Ordinanza di Cassazione Civile Sez. 2 Num. 403 Anno 2024
Civile Ord. Sez. 2 Num. 403 Anno 2024
Presidente: COGNOME
Relatore: NOME COGNOME
Data pubblicazione: 05/01/2024
ORDINANZA
sul ricorso 709-2020 proposto da:
COGNOME NOME, NOME COGNOME NOME COGNOME, elettivamente domiciliati in ROMA, INDIRIZZO presso lo studio dell’avvocato NOME COGNOME rappresentati e difesi dall’avvocato NOME COGNOME giusta procura in calce al ricorso;
– ricorrenti –
contro
RAGIONE_SOCIALE rappresentata e difesa dall’avvocato NOME COGNOME in virtù di procura in calce al controricorso;
– controricorrente –
avverso la sentenza n. 2805/2019 della CORTE D’APPELLO di NAPOLI, depositata il 23/05/2019;
udita la relazione della causa svolta nella camera di consiglio del 20/04/2023 dal Consigliere Dott. NOME COGNOME
Lette le memorie dei ricorrenti;
MOTIVI IN FATTO ED IN DIRITTO DELLA DECISIONE
1. RAGIONE_SOCIALE conveniva in giudizio dinanzi al Tribunale di Torre Annunziata -sezione distaccata di Sorrento, COGNOME NOME, COGNOME NOME e COGNOME NOME, affinché fossero condannati, in solido, al pagamento della somma di € 30.000,00, asseritamente dovuta quale provvigione per l’attività di mediazione prestata dall’attrice per la vendita in favore della COGNOME dell’appartamento di proprietà degli altri convenuti sito in Sorrento alla INDIRIZZO
Evidenziava che i coniugi COGNOME e COGNOME le avevano conferito l’incarico nel 2005 di procacciare la vendita del loro immobile e che in adempimento di tale incarico aveva fatto visionare l’appartamento alla Crialese, interessata all’acquisto di una proprietà in Sorrento.

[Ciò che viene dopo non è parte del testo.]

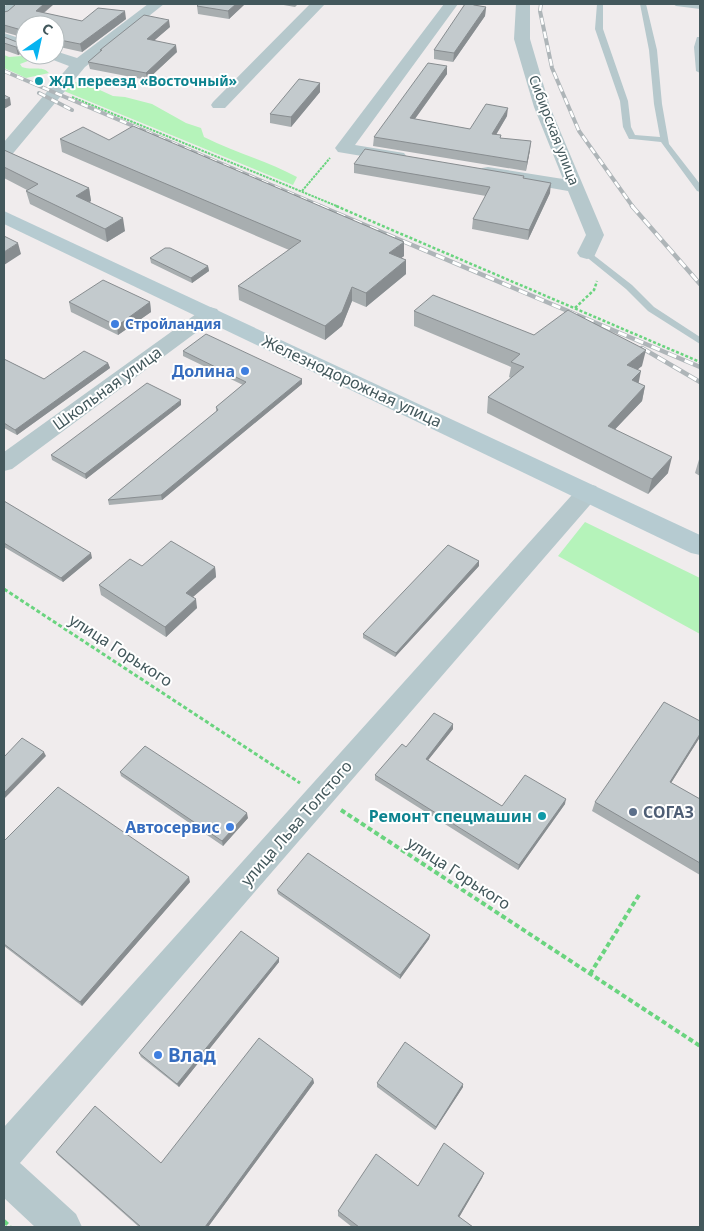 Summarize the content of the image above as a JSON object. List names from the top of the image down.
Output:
{
  "streets": {
    "main road": ["Железнодорожная улица"],
    "street": ["Сибирская улица", "Школьная улица", "улица Льва Толстого"],
    "path": ["улица Горького"]
  },
  "crossings": [
    ["Железнодорожная улица", "Школьная улица"],
    ["Железнодорожная улица", "улица Льва Толстого"],
    ["улица Горького", "улица Льва Толстого"]
  ],
  "places": [
    "ЖД переезд «Восточный»",
    "Стройландия",
    "Долина",
    "СОГАЗ",
    "Ремонт спецмашин",
    "Автосервис",
    "Влад"
  ],
  "north": "top right"
}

La stessa nel luglio del 2005 aveva anche sottoscritto una proposta di acquisto che però non era stata accettata dai venditori, che intendevano subordinare la vendita al reperimento di un’altra unità abitativa.
Successivamente i rapporti con i convenuti si erano deteriorati, in quanto gli stessi, pur avendo trovato altra soluzione abitativa, avevano cercato di contattare il venditore, scavalcando la mediatrice.
A distanza di qualche mese la COGNOME aveva poi riferito di avere acquistato l’immobile degli altri convenuti, tramite l’intermediazione di altra agenzia di mediazione, e che aveva corrisposto anche la provvigione.
Assumeva quindi la COGNOME che la vendita intervenuta tra i convenuti era eziologicamente riconducibile alla propria attività di intermediazione, e che quindi aveva diritto al pagamento della provvigione concordata in misura pari al 3% del prezzo di vendita.
Nella resistenza dei convenuti, il Tribunale adito, con la sentenza n. 317 del 12 settembre 2013, rigettava la domanda.
Avverso tale pronuncia proponeva appello l’attrice e, sempre nella resistenza degli appellati, la Corte d’Appello di Napoli con la sentenza n. 2805 del 23 maggio 2019 ha accolto il gravame, con la condanna degli appellati al pagamento della somma di € 10.000,00, oltre iva ed interessi legali.
La sentenza, dopo avere ritenuto incontestabile la circostanza che la Casanova fosse stata incaricata di procacciare la vendita del bene da parte dei coniugi COGNOMECOGNOME e che il primo contatto tra questi e la
COGNOME fosse scaturito da un intervento della prima, reputava che la soluzione del giudice di primo grado non fosse condivisibile.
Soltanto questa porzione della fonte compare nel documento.